An AgustaWestland AW609 appeared in a Bristow/Eastern Airways livery at Heli-Expo 2015. Jay Miller Photo
V: How close are you?
J.B.: They’ve publicly said they’re trying to get certification by the end of 2017; our goal is to put an order in within the next 12 months. We haven’t put an order in yet because we’re looking to make changes to the aircraft that will help ease its commercialization. I think AgustaWestland has been very smart in signing an exclusive agreement with us, because it’s a lot easier to work with one large leader that has the financial capability to purchase these aircraft even in a downturn, and so for us, we want that certification to not delay the commercialization.

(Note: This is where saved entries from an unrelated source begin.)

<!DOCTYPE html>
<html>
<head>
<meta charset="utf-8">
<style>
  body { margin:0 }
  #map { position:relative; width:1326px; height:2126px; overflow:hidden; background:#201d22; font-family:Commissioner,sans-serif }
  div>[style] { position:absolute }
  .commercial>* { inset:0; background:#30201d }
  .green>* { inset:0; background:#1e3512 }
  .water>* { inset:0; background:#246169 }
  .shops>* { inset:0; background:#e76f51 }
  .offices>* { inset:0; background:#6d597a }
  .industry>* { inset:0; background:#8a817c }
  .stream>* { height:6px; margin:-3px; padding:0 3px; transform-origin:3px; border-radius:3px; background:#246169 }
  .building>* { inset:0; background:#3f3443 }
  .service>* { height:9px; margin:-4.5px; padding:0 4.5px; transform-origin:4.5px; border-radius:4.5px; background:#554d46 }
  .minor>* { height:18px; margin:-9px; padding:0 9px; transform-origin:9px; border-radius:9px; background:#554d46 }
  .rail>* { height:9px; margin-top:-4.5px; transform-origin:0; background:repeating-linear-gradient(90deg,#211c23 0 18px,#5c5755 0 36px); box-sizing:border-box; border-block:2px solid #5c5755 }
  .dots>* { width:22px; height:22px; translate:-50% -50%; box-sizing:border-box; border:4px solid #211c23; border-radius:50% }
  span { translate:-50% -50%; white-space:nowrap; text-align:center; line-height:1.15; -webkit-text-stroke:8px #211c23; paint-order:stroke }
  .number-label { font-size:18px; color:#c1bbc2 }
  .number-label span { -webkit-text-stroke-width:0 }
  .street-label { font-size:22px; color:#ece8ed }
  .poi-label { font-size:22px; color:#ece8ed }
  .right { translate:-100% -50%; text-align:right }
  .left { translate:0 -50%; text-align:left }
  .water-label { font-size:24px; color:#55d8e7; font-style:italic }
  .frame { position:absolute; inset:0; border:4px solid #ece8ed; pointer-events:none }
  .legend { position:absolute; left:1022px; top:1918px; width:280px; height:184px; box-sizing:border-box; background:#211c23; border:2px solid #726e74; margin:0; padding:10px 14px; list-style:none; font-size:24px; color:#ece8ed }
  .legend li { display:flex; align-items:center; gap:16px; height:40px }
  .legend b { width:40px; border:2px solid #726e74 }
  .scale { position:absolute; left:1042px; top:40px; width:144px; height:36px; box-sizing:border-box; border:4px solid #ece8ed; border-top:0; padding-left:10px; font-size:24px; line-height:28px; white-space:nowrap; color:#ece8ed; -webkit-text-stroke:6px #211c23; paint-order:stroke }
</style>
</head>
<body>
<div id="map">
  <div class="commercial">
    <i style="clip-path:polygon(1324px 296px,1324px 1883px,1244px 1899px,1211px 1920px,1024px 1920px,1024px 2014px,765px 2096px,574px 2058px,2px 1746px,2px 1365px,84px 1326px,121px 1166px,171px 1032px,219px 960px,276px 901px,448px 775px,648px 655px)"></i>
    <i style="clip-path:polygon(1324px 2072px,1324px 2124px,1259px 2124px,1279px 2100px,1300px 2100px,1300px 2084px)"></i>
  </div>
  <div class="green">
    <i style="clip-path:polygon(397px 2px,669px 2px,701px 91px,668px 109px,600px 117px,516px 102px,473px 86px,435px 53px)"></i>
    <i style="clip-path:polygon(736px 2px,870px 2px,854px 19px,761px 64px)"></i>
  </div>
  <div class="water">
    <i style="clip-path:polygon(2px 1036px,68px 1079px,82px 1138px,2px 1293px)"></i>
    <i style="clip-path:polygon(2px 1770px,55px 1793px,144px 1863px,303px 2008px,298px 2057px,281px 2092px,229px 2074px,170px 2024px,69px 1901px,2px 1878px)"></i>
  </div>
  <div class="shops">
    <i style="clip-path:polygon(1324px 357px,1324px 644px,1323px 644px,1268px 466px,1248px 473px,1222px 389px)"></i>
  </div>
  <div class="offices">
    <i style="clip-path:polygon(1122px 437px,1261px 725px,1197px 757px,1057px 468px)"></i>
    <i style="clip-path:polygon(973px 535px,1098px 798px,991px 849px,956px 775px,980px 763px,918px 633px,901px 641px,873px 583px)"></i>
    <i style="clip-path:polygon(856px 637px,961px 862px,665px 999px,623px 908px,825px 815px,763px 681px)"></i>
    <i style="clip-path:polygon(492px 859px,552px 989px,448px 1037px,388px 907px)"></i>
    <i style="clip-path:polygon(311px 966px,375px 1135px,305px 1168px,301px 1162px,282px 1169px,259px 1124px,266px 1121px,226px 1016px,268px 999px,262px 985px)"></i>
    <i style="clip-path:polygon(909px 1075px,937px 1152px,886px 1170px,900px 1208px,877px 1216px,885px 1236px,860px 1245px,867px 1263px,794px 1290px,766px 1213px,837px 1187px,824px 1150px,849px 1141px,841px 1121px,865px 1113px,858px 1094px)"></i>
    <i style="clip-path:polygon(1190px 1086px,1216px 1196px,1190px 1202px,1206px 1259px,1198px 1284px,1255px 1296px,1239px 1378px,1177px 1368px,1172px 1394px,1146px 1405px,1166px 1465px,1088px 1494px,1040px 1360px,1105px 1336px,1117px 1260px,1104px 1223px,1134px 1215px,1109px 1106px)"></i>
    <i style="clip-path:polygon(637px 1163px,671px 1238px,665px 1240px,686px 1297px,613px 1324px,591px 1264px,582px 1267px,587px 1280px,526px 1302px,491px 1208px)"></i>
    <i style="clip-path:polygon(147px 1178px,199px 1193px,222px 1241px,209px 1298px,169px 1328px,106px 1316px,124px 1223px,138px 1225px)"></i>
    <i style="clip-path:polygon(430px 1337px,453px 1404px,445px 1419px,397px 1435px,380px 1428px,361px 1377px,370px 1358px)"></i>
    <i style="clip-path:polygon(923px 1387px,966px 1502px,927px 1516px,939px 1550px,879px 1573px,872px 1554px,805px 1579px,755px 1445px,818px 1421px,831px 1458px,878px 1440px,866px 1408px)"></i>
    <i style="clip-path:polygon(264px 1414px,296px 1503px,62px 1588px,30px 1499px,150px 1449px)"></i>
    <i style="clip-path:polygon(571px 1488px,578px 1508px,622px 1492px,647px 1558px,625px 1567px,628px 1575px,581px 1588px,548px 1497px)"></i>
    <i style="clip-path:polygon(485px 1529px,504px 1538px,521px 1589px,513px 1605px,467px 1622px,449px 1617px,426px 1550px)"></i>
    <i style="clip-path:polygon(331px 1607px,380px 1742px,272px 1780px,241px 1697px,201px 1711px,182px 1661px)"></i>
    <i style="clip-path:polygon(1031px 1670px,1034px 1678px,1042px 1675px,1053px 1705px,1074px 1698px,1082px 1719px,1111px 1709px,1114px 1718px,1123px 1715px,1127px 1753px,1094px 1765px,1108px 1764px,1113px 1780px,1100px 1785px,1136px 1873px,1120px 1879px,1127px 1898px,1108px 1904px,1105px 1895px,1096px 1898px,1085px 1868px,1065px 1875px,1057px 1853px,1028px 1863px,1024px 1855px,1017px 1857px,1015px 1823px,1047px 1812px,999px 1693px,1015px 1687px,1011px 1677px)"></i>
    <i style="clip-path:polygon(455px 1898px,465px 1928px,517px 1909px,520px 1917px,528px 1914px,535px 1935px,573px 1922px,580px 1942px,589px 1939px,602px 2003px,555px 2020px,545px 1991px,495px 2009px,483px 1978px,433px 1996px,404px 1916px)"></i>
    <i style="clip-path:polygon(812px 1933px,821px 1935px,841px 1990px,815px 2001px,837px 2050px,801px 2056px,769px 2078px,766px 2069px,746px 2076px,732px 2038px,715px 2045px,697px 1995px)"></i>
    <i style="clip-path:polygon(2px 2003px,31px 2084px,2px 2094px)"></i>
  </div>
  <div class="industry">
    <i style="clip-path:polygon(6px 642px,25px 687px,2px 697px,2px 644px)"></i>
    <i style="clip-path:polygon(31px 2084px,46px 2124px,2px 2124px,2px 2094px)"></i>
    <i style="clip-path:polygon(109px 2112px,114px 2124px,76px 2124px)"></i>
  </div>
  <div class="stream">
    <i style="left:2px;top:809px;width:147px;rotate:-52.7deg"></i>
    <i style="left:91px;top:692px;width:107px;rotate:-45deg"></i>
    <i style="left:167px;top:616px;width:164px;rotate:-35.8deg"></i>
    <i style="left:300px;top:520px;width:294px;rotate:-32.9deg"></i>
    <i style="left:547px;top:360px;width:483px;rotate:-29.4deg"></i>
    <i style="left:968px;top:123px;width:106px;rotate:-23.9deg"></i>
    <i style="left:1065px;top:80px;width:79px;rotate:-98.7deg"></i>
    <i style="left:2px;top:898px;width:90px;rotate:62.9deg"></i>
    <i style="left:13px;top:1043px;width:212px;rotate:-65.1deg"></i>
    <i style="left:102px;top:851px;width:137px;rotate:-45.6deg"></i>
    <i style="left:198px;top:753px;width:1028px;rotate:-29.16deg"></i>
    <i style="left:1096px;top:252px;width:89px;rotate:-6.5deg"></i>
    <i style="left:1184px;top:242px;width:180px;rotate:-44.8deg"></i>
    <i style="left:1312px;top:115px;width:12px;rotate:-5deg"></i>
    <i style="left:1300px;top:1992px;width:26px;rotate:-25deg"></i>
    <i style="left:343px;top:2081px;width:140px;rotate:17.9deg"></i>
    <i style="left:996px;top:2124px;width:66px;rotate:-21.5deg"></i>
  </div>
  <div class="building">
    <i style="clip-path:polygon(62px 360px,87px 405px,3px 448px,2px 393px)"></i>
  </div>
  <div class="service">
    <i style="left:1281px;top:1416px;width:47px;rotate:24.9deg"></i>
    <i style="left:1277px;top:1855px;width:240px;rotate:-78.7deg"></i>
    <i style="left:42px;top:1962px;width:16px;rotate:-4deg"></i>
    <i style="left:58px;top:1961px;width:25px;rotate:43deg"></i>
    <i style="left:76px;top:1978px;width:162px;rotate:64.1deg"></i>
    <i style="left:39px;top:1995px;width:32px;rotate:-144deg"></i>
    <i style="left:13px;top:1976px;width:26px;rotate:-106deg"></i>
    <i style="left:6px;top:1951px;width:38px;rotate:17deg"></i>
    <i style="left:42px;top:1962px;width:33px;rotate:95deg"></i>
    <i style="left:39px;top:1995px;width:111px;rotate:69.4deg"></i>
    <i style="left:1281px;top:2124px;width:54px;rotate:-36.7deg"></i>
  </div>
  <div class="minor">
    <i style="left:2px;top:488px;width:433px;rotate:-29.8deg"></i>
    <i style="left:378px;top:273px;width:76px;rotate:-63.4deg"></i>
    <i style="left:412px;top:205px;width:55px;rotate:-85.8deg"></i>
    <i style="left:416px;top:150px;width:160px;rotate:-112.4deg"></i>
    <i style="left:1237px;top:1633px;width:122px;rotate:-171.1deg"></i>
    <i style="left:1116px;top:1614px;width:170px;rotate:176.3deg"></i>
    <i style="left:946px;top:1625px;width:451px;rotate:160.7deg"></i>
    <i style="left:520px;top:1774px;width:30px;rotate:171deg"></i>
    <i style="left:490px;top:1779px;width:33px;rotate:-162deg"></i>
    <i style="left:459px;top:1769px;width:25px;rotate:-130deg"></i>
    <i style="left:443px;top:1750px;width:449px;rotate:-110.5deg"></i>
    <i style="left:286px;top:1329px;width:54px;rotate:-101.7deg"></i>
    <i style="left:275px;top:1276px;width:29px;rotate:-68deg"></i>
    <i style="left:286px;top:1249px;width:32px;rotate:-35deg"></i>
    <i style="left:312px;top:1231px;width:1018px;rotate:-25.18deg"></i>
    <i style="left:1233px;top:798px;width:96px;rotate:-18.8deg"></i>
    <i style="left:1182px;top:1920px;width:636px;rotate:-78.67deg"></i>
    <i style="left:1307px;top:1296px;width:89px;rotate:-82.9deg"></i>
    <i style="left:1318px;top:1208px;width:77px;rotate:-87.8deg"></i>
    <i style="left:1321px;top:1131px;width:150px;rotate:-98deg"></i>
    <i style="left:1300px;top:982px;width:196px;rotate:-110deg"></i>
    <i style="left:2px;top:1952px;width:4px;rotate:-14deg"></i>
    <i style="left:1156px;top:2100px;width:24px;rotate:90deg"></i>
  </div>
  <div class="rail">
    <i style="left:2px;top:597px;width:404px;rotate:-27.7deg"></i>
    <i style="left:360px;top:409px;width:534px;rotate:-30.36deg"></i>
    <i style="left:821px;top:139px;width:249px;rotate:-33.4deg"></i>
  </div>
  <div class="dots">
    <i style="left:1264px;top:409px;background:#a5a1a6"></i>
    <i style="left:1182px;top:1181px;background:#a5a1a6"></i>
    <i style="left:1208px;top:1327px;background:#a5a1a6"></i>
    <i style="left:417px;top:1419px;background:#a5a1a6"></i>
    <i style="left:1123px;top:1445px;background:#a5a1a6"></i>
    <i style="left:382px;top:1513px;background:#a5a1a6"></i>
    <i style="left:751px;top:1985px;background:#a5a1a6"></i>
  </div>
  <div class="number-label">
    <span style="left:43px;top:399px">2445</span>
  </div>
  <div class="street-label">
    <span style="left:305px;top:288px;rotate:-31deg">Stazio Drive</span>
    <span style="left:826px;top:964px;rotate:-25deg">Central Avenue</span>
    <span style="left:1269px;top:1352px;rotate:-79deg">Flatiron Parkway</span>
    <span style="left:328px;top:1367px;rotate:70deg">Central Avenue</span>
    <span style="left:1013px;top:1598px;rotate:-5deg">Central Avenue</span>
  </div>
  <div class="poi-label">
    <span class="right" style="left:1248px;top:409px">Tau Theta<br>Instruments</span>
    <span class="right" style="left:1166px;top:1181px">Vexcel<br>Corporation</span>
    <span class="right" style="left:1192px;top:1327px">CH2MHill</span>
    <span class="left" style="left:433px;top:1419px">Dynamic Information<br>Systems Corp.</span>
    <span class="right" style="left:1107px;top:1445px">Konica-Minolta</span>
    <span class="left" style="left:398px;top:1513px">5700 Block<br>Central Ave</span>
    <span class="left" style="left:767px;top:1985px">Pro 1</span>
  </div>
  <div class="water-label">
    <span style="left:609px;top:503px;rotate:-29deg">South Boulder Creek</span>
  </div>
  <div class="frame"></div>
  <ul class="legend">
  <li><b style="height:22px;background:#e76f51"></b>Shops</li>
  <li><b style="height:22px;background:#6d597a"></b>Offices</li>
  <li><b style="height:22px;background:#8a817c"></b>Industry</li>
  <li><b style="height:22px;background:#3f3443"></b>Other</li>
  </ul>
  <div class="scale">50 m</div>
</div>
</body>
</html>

Just because it gets certified, doesn’t mean it’s commercially ready. We want to work in parallel with the regulatory agencies that are certifying it, but also there will be changes that are made to the 609 that will help accelerate both the commercialization and make it more efficient for things like air evacuation off the rigs, crew change as necessary — for example, in the Arctic — or even pilot training in the future for military Osprey pilots. So we have the missions that we think this thing can do, but AgustaWestland’s been very clever in bringing us in to be able to commercialize it.